→ MATERIAL FOR THE TASK
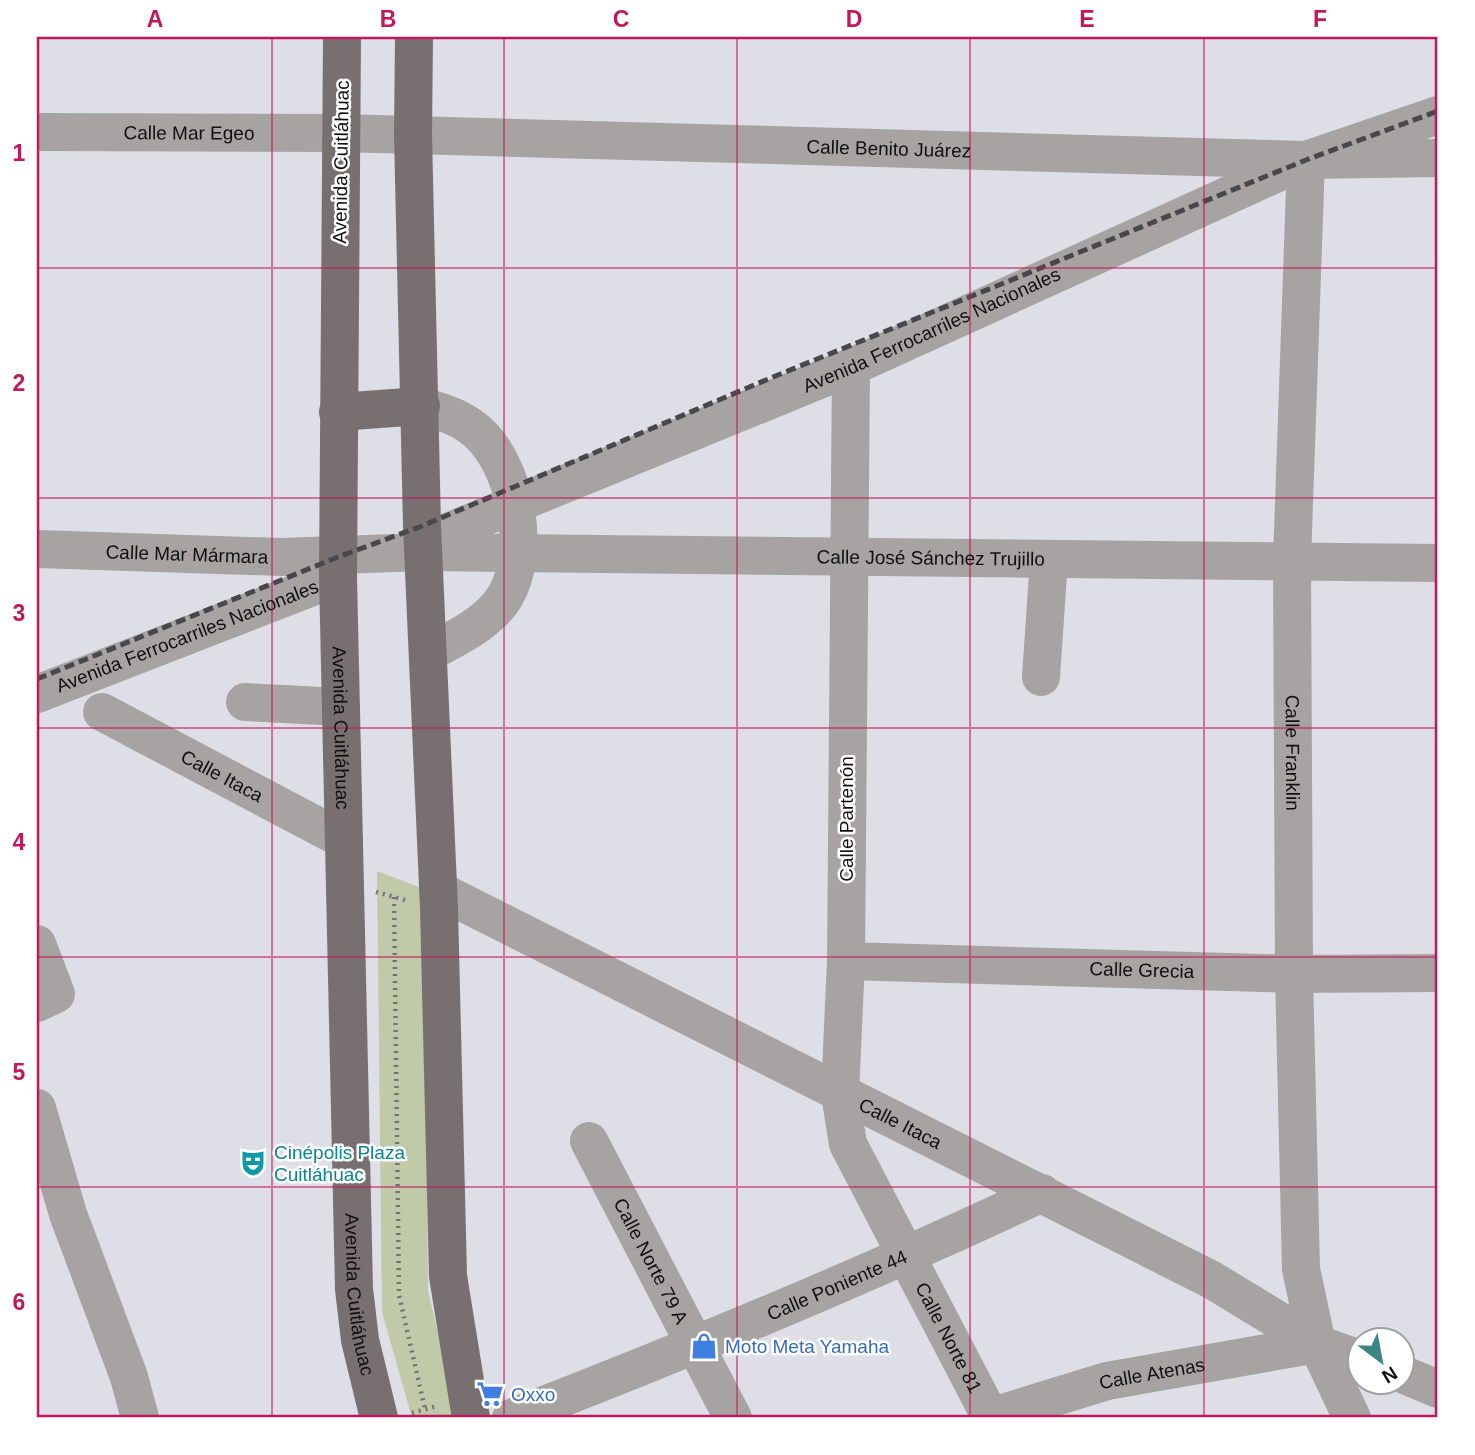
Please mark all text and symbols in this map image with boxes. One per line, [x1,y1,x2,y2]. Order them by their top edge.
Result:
text: A [147,6,163,32]
text: B [380,6,396,32]
text: C [613,6,629,32]
text: D [846,6,862,32]
text: E [1079,6,1095,32]
text: F [1313,6,1327,32]
street label: Avenida Cuitláhuac [329,80,353,244]
street label: Calle Mar Egeo [123,122,255,143]
street label: Calle Benito Juárez [806,136,972,161]
text: 1 [13,140,26,166]
street label: Avenida Ferrocarriles Nacionales [800,263,1063,396]
text: 2 [13,370,25,396]
street label: Calle Mar Mármara [105,541,269,567]
street label: Calle José Sánchez Trujillo [816,546,1045,569]
street label: Avenida Ferrocarriles Nacionales [53,575,321,696]
text: 3 [13,600,25,626]
street label: Avenida Cuitláhuac [329,646,354,810]
street label: Calle Franklin [1282,695,1304,811]
street label: Calle Itaca [178,745,267,806]
street label: Calle Partenón [836,756,857,882]
text: 4 [13,829,26,855]
street label: Calle Grecia [1089,958,1195,982]
text: 5 [13,1059,26,1085]
street label: Calle Itaca [856,1093,946,1153]
place label: Cinépolis Plaza Cuitláhuac [274,1142,405,1185]
theatre icon: Cinépolis Plaza Cuitláhuac [238,1148,268,1178]
street label: Calle Norte 79 A [610,1194,693,1327]
street label: Avenida Cuitláhuac [342,1213,379,1378]
street label: Calle Poniente 44 [764,1245,910,1324]
street label: Calle Norte 81 [912,1279,986,1396]
text: 6 [13,1289,25,1315]
north arrow [1346,1326,1416,1396]
shop icon: Moto Meta Yamaha [689,1331,719,1361]
place label: Moto Meta Yamaha [725,1336,889,1357]
street label: Calle Atenas [1096,1353,1206,1393]
text: N [1378,1362,1401,1388]
supermarket icon: Oxxo [475,1379,505,1409]
place label: Oxxo [511,1384,555,1405]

→ WHAT YOU HAVE TO DO
Working from the records above, find how many lines contain the string "Ferrocarriles" and answer with the bare number.

→ RESULT
2